Find and copy the lines in the records beneath this task that contain the word "Gavilán".

***** RECORDS SUPPLIED *****

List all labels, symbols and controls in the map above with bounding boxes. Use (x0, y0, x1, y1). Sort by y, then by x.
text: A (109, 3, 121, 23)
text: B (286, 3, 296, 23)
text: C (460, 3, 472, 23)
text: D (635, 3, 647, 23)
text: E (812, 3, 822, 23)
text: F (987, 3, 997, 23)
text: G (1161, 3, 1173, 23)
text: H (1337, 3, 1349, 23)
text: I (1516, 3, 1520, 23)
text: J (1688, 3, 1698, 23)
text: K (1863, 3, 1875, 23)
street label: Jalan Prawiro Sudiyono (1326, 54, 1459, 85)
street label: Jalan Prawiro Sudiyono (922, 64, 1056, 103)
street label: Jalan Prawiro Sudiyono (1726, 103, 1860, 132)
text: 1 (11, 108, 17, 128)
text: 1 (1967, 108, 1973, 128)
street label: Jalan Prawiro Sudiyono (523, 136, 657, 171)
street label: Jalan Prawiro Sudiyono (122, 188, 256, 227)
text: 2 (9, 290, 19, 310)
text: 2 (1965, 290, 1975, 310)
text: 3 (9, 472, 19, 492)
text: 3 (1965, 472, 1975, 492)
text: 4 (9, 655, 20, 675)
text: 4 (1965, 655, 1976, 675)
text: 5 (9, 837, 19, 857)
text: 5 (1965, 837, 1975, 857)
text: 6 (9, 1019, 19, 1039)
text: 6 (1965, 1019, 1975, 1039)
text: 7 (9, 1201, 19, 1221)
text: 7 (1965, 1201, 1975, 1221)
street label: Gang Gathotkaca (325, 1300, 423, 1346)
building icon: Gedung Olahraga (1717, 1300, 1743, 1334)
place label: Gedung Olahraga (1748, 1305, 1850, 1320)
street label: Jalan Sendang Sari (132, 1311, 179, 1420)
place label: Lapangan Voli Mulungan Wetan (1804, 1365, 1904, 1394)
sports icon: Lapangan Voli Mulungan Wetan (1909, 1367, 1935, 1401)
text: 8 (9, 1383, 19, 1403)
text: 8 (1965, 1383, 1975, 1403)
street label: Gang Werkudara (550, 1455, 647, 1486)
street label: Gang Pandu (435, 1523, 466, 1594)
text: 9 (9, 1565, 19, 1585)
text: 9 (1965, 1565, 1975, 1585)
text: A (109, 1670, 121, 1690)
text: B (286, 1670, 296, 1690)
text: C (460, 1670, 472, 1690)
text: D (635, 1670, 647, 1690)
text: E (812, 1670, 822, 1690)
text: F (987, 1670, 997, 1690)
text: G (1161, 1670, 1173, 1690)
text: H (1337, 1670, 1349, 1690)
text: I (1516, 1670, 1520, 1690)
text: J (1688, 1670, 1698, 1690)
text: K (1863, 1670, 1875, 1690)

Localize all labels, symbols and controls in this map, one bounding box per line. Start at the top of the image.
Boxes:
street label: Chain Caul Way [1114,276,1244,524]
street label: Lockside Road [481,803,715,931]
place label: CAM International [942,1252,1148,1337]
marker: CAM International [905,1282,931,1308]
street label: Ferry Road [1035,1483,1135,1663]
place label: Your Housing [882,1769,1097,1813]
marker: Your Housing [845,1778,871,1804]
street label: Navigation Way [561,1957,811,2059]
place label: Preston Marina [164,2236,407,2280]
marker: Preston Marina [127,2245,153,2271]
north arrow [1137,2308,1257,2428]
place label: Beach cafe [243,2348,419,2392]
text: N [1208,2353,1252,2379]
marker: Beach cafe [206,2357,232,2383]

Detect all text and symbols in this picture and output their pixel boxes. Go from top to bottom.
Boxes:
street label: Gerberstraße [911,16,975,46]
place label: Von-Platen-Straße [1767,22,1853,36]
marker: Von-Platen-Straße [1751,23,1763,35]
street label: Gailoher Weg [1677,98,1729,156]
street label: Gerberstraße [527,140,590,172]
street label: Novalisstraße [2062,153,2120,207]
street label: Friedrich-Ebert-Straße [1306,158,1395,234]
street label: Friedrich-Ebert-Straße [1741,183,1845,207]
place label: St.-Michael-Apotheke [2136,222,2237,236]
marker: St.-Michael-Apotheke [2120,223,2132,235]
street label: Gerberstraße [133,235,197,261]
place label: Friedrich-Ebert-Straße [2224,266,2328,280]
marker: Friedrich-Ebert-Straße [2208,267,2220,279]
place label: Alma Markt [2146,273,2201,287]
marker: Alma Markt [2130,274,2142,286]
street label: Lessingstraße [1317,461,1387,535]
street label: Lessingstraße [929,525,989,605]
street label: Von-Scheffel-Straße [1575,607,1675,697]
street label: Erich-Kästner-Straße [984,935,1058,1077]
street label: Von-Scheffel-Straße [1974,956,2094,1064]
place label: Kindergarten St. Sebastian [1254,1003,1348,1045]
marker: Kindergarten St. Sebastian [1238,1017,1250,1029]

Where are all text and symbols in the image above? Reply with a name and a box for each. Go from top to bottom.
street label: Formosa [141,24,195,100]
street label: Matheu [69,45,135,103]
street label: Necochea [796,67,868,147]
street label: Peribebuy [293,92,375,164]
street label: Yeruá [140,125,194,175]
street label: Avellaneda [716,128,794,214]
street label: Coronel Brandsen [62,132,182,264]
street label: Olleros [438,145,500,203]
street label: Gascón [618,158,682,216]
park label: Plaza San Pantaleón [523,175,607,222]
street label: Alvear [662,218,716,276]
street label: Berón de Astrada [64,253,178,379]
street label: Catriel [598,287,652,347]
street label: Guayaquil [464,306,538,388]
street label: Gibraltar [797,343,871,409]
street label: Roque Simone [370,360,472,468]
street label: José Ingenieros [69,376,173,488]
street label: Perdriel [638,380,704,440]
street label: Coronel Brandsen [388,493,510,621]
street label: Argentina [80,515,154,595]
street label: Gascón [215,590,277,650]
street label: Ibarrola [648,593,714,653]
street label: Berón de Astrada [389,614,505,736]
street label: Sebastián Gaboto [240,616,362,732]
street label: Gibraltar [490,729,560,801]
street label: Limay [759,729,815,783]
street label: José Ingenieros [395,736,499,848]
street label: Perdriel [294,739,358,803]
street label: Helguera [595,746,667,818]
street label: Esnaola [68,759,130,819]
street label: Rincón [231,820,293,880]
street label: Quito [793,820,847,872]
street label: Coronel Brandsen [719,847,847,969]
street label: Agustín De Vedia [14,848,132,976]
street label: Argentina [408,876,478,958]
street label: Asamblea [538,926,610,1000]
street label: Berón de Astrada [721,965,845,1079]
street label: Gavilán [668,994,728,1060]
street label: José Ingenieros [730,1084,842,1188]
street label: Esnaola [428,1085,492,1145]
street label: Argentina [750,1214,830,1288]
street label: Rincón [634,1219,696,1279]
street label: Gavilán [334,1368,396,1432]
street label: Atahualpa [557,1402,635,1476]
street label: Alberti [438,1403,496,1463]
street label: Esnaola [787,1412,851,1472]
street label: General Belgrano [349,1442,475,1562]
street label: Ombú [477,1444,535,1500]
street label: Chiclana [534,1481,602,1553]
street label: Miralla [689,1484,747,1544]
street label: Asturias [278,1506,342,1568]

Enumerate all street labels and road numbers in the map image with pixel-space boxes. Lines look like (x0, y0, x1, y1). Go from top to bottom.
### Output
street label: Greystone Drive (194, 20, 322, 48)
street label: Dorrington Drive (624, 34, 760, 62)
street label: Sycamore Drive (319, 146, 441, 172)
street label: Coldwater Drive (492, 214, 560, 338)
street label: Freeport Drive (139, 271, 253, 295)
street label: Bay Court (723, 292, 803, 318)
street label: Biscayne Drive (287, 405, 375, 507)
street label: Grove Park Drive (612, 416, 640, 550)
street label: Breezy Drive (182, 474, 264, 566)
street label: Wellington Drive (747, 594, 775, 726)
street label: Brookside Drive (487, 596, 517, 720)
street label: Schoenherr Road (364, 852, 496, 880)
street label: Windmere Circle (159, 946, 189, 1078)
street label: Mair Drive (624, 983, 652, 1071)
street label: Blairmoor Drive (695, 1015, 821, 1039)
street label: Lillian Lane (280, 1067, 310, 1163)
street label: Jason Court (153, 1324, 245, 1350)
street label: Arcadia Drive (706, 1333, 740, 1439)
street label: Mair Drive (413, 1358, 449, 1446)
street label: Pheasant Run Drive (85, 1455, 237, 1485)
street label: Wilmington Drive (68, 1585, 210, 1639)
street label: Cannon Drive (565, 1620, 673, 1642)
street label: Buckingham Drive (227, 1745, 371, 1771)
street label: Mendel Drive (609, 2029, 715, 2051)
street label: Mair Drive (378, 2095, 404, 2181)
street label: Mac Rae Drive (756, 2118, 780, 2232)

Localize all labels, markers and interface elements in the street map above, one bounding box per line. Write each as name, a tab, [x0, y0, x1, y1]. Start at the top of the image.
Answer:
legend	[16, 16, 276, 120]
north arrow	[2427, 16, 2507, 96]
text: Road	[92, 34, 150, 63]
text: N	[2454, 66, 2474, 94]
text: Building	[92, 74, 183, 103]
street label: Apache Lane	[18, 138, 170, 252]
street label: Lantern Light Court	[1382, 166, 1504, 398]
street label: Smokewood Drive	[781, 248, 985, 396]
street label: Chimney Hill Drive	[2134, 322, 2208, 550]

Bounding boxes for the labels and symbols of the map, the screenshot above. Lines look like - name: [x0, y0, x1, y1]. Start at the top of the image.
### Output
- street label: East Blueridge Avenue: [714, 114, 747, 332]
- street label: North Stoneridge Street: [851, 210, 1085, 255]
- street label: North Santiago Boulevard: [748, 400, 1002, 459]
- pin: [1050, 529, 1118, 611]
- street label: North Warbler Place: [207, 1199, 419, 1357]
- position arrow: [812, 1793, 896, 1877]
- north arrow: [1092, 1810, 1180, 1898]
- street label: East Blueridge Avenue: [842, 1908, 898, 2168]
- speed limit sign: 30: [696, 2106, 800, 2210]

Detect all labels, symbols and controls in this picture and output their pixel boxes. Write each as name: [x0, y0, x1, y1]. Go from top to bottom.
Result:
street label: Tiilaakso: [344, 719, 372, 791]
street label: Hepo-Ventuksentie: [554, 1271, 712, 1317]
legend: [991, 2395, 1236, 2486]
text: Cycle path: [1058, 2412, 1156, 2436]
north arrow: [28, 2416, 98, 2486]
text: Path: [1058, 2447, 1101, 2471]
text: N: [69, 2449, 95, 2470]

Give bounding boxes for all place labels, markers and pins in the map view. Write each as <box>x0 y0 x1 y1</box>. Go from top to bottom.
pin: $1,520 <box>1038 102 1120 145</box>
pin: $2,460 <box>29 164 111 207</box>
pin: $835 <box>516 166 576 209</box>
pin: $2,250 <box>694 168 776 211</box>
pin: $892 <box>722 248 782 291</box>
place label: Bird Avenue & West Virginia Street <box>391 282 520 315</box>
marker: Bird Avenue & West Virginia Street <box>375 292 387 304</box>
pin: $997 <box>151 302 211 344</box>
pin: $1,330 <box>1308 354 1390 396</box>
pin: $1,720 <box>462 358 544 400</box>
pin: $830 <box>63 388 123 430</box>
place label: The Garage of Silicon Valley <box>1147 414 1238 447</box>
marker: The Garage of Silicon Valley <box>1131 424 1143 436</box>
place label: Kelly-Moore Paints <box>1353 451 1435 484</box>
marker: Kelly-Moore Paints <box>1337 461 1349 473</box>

*****

* **WRITTEN RESPONSE**:
street label: Gavilán [668,994,728,1060]
street label: Gavilán [334,1368,396,1432]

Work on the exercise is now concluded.